We reach out to children Adolescent Girls and Young mothers through the use of Village Health Teams and Local Council Stakeholders. Local partners help us to mobilize and reach information to all our beneficiaries in Bulangira, Zibondo, Bugabwe, Budini, and Buwalujo villages where SCCF beneficiaries are staying.
Six hundred eighty-three children with Vitamin A and Deworming tablets for children aged 12-59 months. The younger mothers received nutrition training education and sessions through group discussion and interactive teaching methods. They learn about the importance of certain types of foods, breastfeeding, and feeding practices. Also how to treat various illnesses like children’s diarrhea and others.
Fifty children with clothes are orphaned, neglected, Children on ARVs and TB drugs, abandoned, and living in acute poverty.
How Girls and Women Benefited from Integrated Health Outreach.
In many villages in the Kaliro district and neighboring districts, women and girls are forced to use whatever they can to manage their periods, including rags, newspapers, and tree leaves. For women and girls who can access some sanitary towels, many have no choice but to reuse the same used one for many days. In both instances, women and girls put their health at serious risk.
Better education and ability to work
Lack of sanitary protection has short- and long-term repercussions for girls and women. Period poverty, including the stigma surrounding menstruation, stops women and girls from going to school or work, leading them to miss out on their education or vital income to support themselves or contribute to their communities.

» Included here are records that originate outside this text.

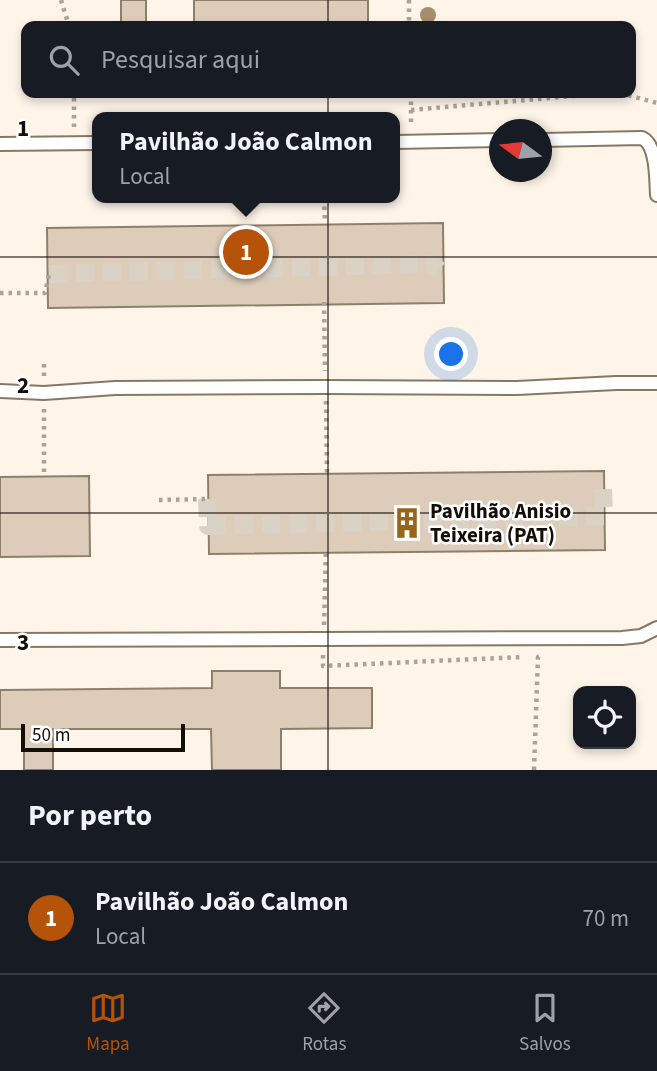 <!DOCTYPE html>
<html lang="pt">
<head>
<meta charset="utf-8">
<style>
  body { margin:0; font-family:"Source Sans 3",sans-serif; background:#20242c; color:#f1f3f6 }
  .controls { position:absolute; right:21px; bottom:21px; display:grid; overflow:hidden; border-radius:14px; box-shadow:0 4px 10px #0003 }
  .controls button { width:63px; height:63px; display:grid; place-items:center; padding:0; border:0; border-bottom:2px solid #363941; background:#171b24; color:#f1f3f6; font:35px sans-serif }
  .compass { position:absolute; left:489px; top:119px; width:63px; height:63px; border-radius:50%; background:#171b24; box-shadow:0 4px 10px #0003; rotate:285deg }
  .scale { position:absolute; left:21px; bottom:18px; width:164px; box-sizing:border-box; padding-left:7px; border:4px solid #140e08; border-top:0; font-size:19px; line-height:24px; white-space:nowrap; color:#140e08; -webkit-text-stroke:5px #fff; paint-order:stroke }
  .you { position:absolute; left:452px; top:355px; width:24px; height:24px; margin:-18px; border:5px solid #fff; border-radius:50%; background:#1a73e8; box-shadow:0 0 0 10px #1a73e833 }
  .badge { display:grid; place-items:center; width:46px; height:46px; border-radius:50%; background:#b45309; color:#fff; font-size:23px; font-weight:700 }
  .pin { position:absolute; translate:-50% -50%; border:4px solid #fff; box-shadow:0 2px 7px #0006 }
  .popup { position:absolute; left:92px; top:112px; width:308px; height:91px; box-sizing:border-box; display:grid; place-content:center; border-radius:14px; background:#171b24; filter:drop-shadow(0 2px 5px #0005); font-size:23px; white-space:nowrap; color:#9ea1a6 }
  .popup b { font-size:26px; color:#f1f3f6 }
  .popup::after { content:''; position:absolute; left:50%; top:100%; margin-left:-14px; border:14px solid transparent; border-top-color:#171b24 }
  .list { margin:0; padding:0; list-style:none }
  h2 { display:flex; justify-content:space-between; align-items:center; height:91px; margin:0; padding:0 28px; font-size:30px }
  h2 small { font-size:23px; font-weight:400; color:#9ea1a6 }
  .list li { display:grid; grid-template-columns:46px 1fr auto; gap:21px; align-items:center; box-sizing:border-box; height:112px; padding:0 28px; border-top:2px solid #363941 }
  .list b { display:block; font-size:26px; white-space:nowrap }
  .list p { margin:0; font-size:23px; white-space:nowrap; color:#9ea1a6 }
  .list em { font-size:23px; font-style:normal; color:#9ea1a6 }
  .icon { flex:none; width:38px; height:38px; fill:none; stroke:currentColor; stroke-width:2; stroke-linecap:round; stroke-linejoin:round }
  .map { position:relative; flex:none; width:657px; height:770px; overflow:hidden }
  .search { position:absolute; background:#171b24; box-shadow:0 4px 10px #0003; left:21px; right:21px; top:21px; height:77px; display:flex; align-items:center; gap:18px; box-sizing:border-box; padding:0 24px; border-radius:14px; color:#9ea1a6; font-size:26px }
  .sheet { height:203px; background:#171b24 }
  nav { display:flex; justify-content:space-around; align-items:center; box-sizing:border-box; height:98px; border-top:2px solid #363941; background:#171b24; font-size:19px; color:#9ea1a6 }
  nav a { display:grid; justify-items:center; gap:4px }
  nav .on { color:#b45309 }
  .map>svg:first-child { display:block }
</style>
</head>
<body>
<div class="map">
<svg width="657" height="770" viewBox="0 0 657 770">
  <rect width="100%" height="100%" fill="#fef4e8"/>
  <!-- building -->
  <g fill="#ddccb9" stroke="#8e7f6d" stroke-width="2">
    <rect x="121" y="0" width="25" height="26"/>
    <rect x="194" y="0" width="174" height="26"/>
    <polygon points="443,223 444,303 48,308 47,228"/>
    <polygon points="604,471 605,550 209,554 208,475"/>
    <polygon points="89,476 90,556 0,557 0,477"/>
    <polygon points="212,671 280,671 280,688 372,688 372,728 281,729 281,770 212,770 211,729 53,729 53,770 24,770 24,729 0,729 0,690 212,688"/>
  </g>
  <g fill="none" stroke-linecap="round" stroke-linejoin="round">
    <!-- pedestrian-tunnel -->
    <g stroke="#dbd2c6" stroke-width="18" stroke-dasharray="18 9" stroke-linecap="butt">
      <polyline points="49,274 432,264 439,270"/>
      <polyline points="207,499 208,526 604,516 603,488"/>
    </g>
    <defs>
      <g id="service">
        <path d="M542,140L642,138C657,145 656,178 657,195"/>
        <polyline points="395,142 500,140"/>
        <polyline points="0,144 97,143"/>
        <polyline points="0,391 44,393 115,388 325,387 517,388 616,383 657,383"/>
        <polyline points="0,640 622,638 641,636 657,628"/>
      </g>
    </defs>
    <!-- service casing -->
    <use href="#service" stroke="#877866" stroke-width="16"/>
    <!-- path -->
    <g stroke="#aba298" stroke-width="4.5" stroke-dasharray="3.5 5" stroke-linecap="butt">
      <polyline points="61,0 69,26"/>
      <polyline points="409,0 409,26"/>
      <polyline points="411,93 411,127"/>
      <polyline points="620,93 657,103"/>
      <polyline points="411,110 607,93"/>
      <polyline points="74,127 74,93"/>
      <polyline points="324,198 325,222"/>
      <polyline points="0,293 45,293 49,274"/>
      <polyline points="324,302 325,371"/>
      <polyline points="44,364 44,380"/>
      <polyline points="326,401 327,474"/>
      <polyline points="44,472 44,409"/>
      <polyline points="159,500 207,499"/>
      <polyline points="324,625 326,549"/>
      <polyline points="323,655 323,666 523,657"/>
      <polyline points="534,770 538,657 543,656"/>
    </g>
    <!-- service -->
    <use href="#service" stroke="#fff" stroke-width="12"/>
  </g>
  <!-- trees -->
  <circle fill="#a48e6d" cx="428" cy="15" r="8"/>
  <!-- grid -->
  <path fill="none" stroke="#140e08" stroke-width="2" stroke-opacity="0.55" d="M328,0V26M328,93V770M0,257H657M0,513H657"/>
  <!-- icons -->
  <defs>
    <symbol id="building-bare" viewBox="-9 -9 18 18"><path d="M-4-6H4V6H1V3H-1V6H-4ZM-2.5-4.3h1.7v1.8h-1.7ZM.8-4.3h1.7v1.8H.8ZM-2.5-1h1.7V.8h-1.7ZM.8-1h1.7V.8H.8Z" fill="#976418" stroke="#fff" stroke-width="2.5" paint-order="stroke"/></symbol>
  </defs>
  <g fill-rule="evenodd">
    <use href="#building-bare" x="385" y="501" width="44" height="44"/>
  </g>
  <g text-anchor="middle" stroke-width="5" stroke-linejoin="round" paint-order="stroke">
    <!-- poi labels -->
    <g font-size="21" font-weight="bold" fill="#140e08" stroke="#fff" text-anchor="start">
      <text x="430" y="518">Pavilhão Anisio<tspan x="430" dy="24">Teixeira (PAT)</tspan></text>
    </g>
  </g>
  <g font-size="23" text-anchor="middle" font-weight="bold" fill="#140e08" stroke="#fff" stroke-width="5" stroke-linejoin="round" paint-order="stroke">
    <text x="23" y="136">1</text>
    <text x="23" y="393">2</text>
    <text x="23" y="650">3</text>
  </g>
</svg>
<div class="controls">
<button><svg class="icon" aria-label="locate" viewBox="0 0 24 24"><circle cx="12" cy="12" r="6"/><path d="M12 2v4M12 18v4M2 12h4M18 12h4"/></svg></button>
</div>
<svg class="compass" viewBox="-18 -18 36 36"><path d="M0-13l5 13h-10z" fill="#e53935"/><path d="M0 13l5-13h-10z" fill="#9ea1a6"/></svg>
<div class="scale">50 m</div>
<div class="you"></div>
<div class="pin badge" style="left:246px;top:252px">1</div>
<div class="popup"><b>Pavilhão João Calmon</b>Local</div>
<div class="search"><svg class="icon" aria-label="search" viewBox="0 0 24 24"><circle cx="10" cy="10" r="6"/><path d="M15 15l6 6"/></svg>Pesquisar aqui</div>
</div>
<section class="sheet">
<h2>Por perto<small></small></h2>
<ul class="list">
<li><span class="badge">1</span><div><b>Pavilhão João Calmon</b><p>Local</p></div><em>70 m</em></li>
</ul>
</section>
<nav>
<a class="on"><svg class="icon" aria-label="map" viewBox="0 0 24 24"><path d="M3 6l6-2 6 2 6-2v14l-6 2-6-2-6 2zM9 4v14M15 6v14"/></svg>Mapa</a>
<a><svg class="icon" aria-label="directions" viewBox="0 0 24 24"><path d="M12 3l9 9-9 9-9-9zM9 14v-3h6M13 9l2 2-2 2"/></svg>Rotas</a>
<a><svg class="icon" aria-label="saved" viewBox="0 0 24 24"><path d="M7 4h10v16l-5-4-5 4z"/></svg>Salvos</a>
</nav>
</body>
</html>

In the long run, a lack of education can have several devastating impacts on a girl’s life. The possibility of child marriage, early pregnancy, and vulnerability to violence and abuse.
Disposable sanitary pads are expensive.
A pack of sanitary pads can cost more than a day’s pay in Kaliro. Since most women and girls need at least two boxes per period, this means spending two days’ pay monthly on sanitary pads alone.
With reasonable work come several challenges encountered in the process and event execution.
• Inadequate Funding.
One of our biggest challenges as the organization is the lack of staff with skills in communication, marketing, and fundraising campaign skill. to raise money to support the event since it was the very first of this kind of event in 2021 following the COVID-19 pandemic lockdown where most companies that would have sponsored it were not operational.
We did not reach out to these people through Radio talk shows. We drove through the town council and the neighboring sub-counties of Kaliro district and the Busoga sub-region of Buyende, Luuka, Namutumba, Kamuli, and Iganga districts.
• Overwhelming numbers.
The organization had budgeted for 200 children maximum and 47 Adolescent Girls and Young mothers (AGYW), but the numbers doubled, calling for the improvisation of resources in the organizing committee.
❖ Vocational skilling, enterprise development assistance, and second-chance education for girls.
❖ Raising awareness among parents, religious, and cultural leaders, and other community gatekeepers about the long-term benefits of educating girls and other AGYW interventions implemented.
❖ Conduct Goal Campaign, organized through skills development, music, dance, drama (MDD), and Netball tournaments with links to SRH/HIV service delivery.
❖ Conducted radio talk shows sensitizing the public about the dangers of teenage pregnancies, and the importance of keeping the girl child in schools.
❖ Start Adolescent Youth Corners at each parish level.
❖ To train senior men and women, teachers were prepared using a health education package about pregnancy prevention and general counseling of students.